Temer afirmou nesta terça-feira não ser “improvável” a possibilidade de ele disputar a reeleição. No ano passado, o emedebista foi alvo de duas denúncias após as delações de empresários do grupo JBS. Os processos foram arquivados pela Câmara dos Deputados, mas as investigações devem ser retomadas quando ele deixar o cargo e, portanto, perder o direito ao foro privilegiado.
Questionada sobre o que achava de uma eventual candidatura de Temer, a ex-ministra afirmou que quem “criou o problema não tem como resolvê-lo” e que “a sociedade brasileira terá a oportunidade de escolher um novo caminho em 2018”.
Sem citar as denúncias apresentadas contra Temer, Marina também acusou o governo de usar a agenda ambiental como “moeda de troca” para conseguir apoio no Congresso.
“Há muitos retrocessos na agenda do meio ambiente, além de uma postura de negociar a agenda ambiental para poder ter apoio no Congresso Nacional.

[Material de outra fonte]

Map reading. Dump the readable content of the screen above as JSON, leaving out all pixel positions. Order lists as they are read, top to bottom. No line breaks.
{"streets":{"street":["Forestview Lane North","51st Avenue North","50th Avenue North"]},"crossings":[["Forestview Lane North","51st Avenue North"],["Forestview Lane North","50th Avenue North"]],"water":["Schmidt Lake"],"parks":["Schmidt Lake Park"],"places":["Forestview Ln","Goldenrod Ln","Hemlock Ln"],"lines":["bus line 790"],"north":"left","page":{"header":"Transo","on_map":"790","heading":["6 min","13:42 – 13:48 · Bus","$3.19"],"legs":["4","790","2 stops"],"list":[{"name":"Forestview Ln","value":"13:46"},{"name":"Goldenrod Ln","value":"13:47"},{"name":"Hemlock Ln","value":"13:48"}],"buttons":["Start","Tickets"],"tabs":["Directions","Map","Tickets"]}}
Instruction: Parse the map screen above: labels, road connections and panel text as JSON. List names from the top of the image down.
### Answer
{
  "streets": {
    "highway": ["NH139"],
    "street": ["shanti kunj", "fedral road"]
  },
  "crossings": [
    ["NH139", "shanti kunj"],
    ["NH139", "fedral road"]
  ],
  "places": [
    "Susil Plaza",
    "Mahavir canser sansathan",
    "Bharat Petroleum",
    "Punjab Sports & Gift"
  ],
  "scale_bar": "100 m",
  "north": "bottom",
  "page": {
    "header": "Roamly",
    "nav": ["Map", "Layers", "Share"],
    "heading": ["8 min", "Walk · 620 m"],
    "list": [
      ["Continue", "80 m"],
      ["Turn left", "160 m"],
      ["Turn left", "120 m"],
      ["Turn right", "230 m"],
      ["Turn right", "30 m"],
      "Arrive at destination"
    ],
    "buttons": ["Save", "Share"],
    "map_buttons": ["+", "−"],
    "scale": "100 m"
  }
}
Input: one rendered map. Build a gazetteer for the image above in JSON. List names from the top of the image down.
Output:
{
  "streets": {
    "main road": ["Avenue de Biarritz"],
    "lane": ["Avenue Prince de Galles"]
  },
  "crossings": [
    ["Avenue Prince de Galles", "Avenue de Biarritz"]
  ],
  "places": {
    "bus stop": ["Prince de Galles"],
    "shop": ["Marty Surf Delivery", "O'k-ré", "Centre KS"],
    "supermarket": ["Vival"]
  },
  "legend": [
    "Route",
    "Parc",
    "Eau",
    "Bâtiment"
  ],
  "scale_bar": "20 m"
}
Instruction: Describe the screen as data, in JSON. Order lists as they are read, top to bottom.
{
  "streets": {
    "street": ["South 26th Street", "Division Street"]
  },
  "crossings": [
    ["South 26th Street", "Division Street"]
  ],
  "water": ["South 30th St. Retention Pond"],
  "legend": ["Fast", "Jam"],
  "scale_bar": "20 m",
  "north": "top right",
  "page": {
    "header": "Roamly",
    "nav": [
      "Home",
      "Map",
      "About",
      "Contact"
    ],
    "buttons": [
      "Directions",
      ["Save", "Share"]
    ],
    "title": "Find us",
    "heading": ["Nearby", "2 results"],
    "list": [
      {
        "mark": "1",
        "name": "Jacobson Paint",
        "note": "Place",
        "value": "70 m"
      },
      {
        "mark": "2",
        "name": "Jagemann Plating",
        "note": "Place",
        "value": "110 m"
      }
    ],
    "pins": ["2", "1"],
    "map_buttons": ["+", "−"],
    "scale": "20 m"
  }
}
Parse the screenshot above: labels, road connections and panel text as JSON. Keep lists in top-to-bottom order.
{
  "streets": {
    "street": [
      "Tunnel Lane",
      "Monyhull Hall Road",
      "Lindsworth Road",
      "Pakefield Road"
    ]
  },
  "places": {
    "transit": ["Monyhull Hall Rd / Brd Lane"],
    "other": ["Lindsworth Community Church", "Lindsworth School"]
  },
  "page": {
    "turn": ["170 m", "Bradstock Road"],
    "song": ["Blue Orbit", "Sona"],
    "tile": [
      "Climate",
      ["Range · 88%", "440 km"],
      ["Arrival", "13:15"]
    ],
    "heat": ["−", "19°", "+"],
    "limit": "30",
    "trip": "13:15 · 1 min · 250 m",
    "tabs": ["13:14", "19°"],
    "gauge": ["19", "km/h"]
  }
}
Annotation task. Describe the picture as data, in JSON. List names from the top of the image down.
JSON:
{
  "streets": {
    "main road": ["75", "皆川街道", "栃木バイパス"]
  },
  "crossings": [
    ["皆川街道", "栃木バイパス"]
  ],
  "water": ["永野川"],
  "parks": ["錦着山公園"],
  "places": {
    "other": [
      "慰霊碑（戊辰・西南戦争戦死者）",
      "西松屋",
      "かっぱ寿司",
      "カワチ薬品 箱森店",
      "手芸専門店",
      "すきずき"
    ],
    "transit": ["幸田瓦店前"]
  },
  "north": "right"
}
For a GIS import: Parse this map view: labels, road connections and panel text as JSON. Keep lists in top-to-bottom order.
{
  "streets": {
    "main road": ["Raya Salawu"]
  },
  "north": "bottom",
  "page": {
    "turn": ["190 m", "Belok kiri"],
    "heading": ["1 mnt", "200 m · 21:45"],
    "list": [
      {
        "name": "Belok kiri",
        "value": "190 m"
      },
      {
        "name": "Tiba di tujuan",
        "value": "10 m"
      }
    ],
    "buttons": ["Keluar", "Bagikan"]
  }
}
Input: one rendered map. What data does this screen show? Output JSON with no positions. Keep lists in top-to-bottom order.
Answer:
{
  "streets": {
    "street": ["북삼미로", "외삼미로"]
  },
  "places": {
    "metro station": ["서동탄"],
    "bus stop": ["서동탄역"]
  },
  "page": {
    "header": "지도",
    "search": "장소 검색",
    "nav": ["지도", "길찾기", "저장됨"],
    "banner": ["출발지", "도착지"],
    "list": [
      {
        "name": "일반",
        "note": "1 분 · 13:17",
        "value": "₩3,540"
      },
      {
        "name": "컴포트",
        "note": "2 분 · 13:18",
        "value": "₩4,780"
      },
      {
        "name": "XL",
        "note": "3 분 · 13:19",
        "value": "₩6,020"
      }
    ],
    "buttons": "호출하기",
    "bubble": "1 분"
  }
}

Isso aconteceu toda vez que o governo tem alguma coisa que acha importante e usa o meio ambiente e o índio como moeda de troca”, disse.
Ex-ministra do Meio Ambiente, Marina participou nesta terça de uma mesa de debates sobre recursos hídricos ao lado da procuradora-geral da República, Raquel Dodge. Ao final do evento, a ex-ministra voltou a defender que crimes ambientais como o ocorrido em Mariana, em novembro de 2015, sejam classificados como hediondos.